Sarah Polley, actriz canadiense –la inolvidable protagonista de My Life Without Me (Isabel Coixet, 2003)–, dirigió en 2012 Stories We Tell, un documental sobre su propia familia. Huérfana de madre desde los 10 años, Polley descubrió ya adulta que su padre biológico no era el que la había criado. En un brutal ejercicio de honestidad artística, la realizadora decide poner delante de la cámara a su padre, a sus hermanos y hermanastros, a amigos de juventud de su madre, a los distintos candidatos a ser su padre biológico y, finalmente, a sí misma. La acción sitúa al espectador como testigo según se sucede el proceso de investigación. Alternando las entrevistas personales, casi interrogatorios, con la voz de su padre narrando los hechos –no en off, sino directamente filmado en un estudio de grabación de sonido–, Polley va pasando, sigilosa, de detrás de la cámara y la mesa de mezclas al primer plano de la escena.
La virtud de Polley es transformar lo que podría haber sido una muestra de exhibicionismo en su contrario, como si le diera la vuelta a un calcetín. Cada miembro de su familia, ante la oportunidad –o más bien la exigencia– de sincerarse, opta por colocarse una máscara y actuar, a veces queriendo salirse de la historia y en otros casos tratando de adueñarse de ella. La verdad como hecho único y común es una quimera, la infinidad de versiones que vemos sucederse en la pantalla producen un caleidoscopio precioso, lleno de brillos y colores, que no hace sino obstruir nuestra visión.

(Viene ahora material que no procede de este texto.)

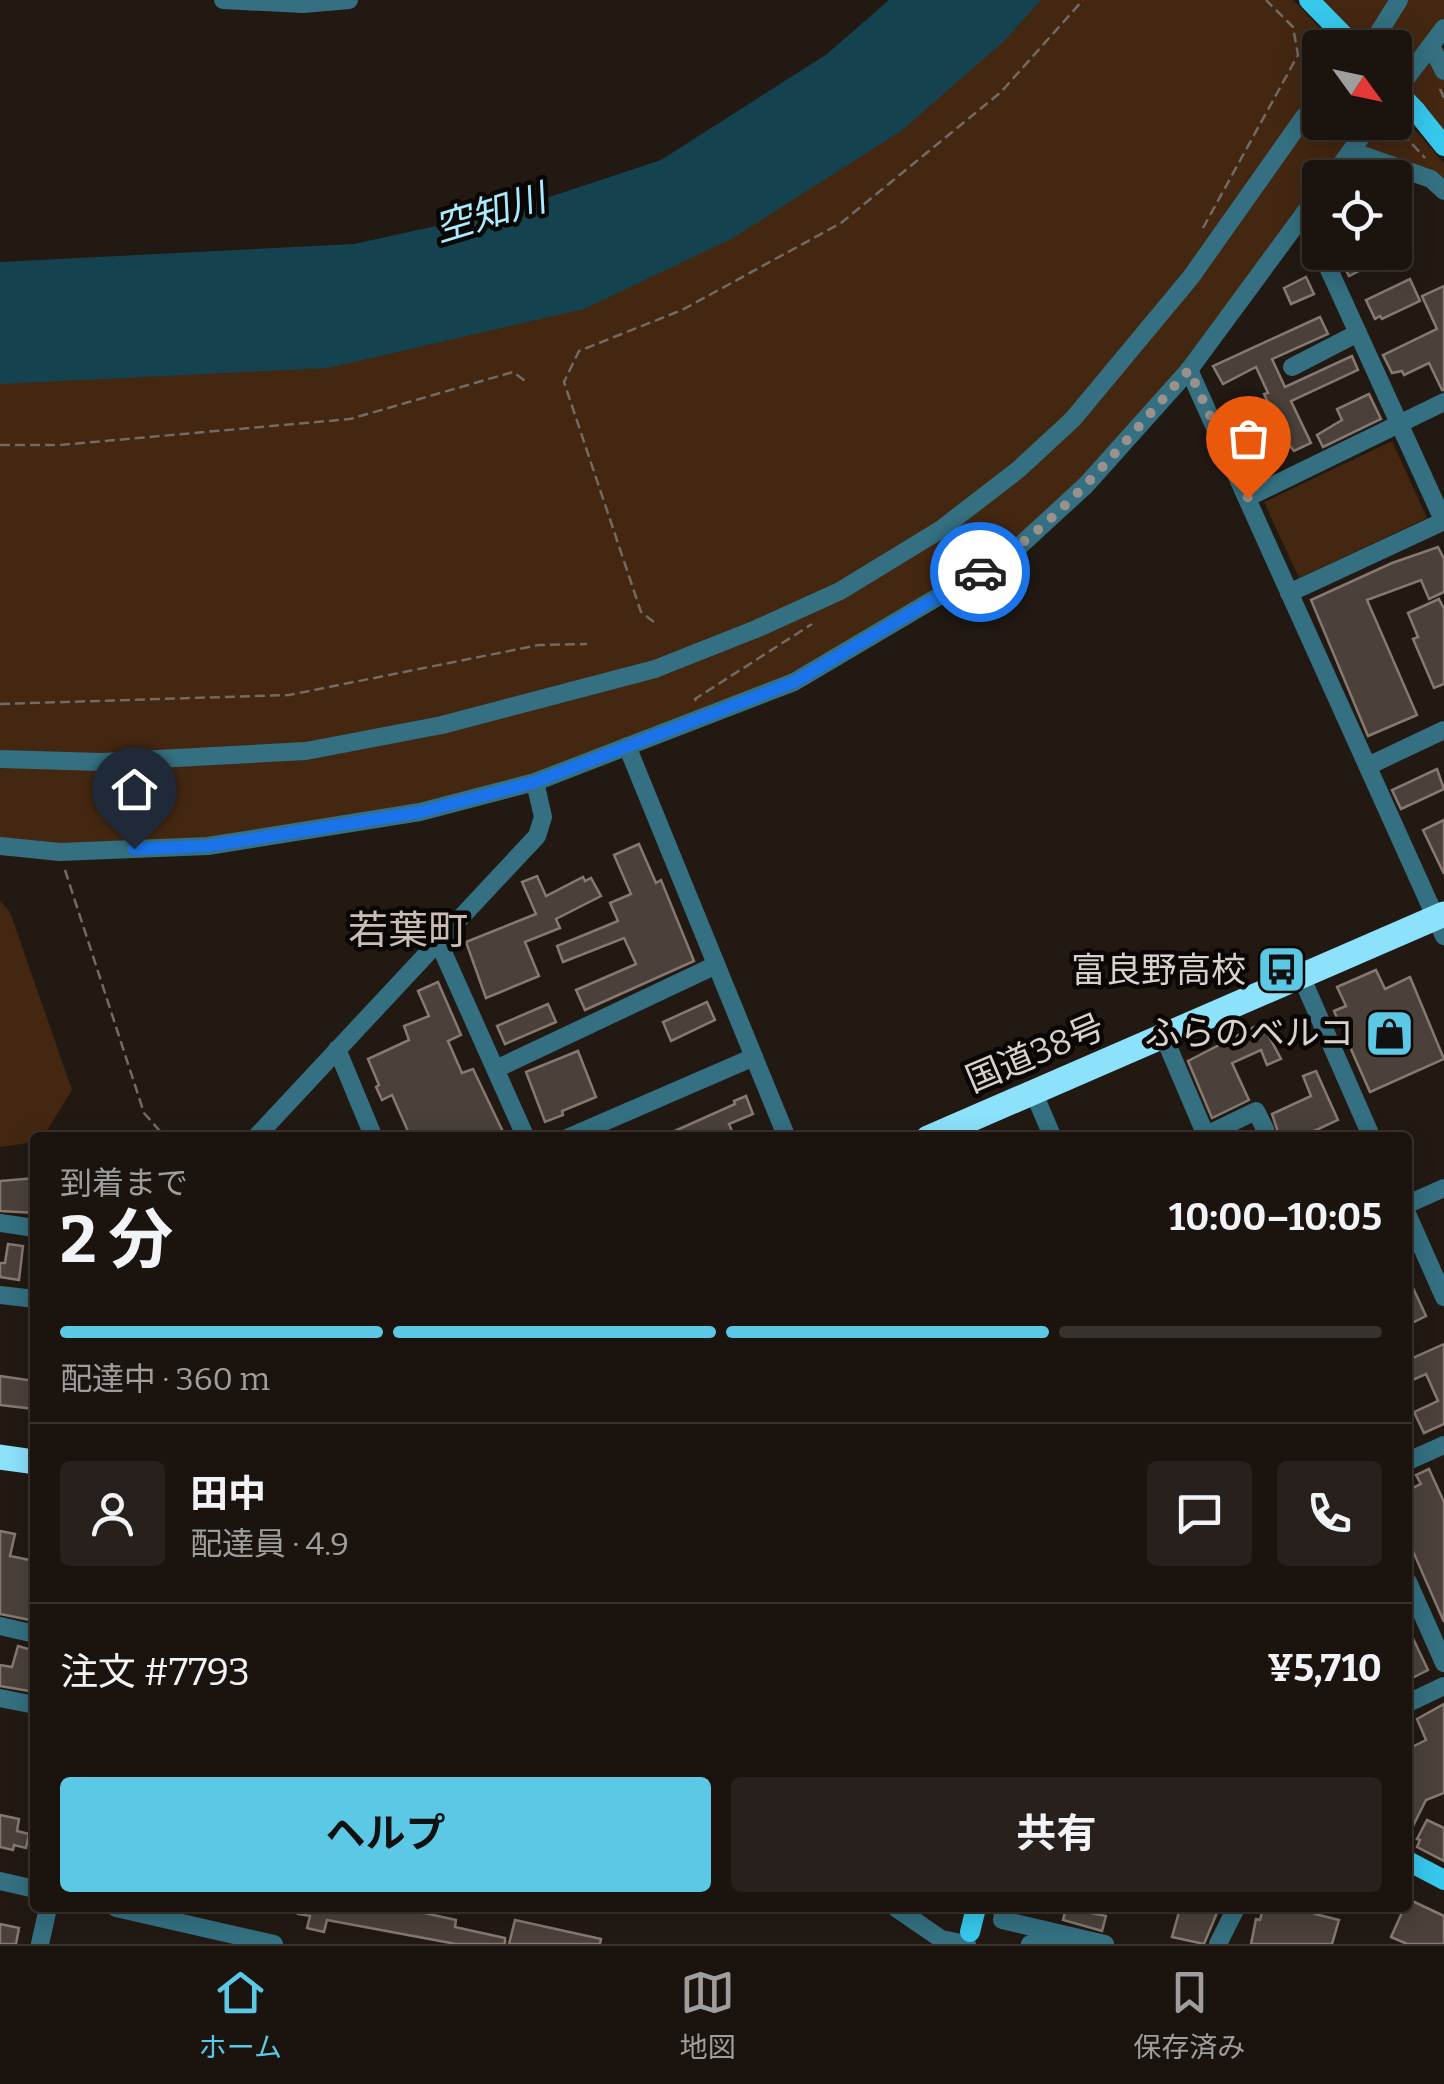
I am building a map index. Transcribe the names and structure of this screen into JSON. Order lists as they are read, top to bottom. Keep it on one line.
{"streets":{"highway":["国道38号"]},"districts":["若葉町"],"water":["空知川"],"places":{"bus stop":["富良野高校"],"shop":["ふらのベルコ"]},"north":"bottom right","page":{"heading":["2 分","到着まで","10:00–10:05"],"panel":["田中","配達員 · 4.9","注文 #7793","¥5,710"],"bar":"配達中 · 360 m","buttons":["ヘルプ","共有"],"tabs":["ホーム","地図","保存済み"]}}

Ya se sabe, la vida, “ese cuento relatado por un idiota lleno de ruido y furia, sin significado alguno”. Y en el caso de las sagas familiares, por varios idiotas. Pero… no tan rápido, aquí la que está contando la historia realmente es Sarah Polley, que está muy lejos de ser una idiota. Es más bien una artista muy dotada. ¡Y una buena embustera también, como gran actriz que es! Y es que para el engaño también hay que valer, como le decía al final de Smoke Paul Benjamin (el personaje de William Hurt) a Auggie Wren (Harvey Keytel). La escena era más o menos así: Paul y Auggie están en una cafetería. Auggie, con mucho arte, le está contando cómo consiguió su cámara de fotos. El relato está lleno de detalles y magia, con flashbacks a aquella casa en la que una señora mayor ciega le tomaba por su nieto. Después de que Auggie haya terminado, Paul se queda pensando… y al cabo de un segundo le dice a Auggie:
— La mentira es un verdadero talento, Auggie. Para inventar una buena historia, una persona tiene que saber apretar todos los botones adecuados. Yo diría que estás entre los maestros.
— ¿A qué te refieres? –se defiende Auggie, con cara de pillo más que de ofendido–.
— Bueno, ya sabes… es una buena historia.
Auggie le mira a los ojos con una sonrisa pícara.
— ¡Mierda! Si no puedes compartir tus secretos con tus amigos, ¿qué clase de amigo eres?
— Exacto. La vida no merecería la pena, ¿verdad?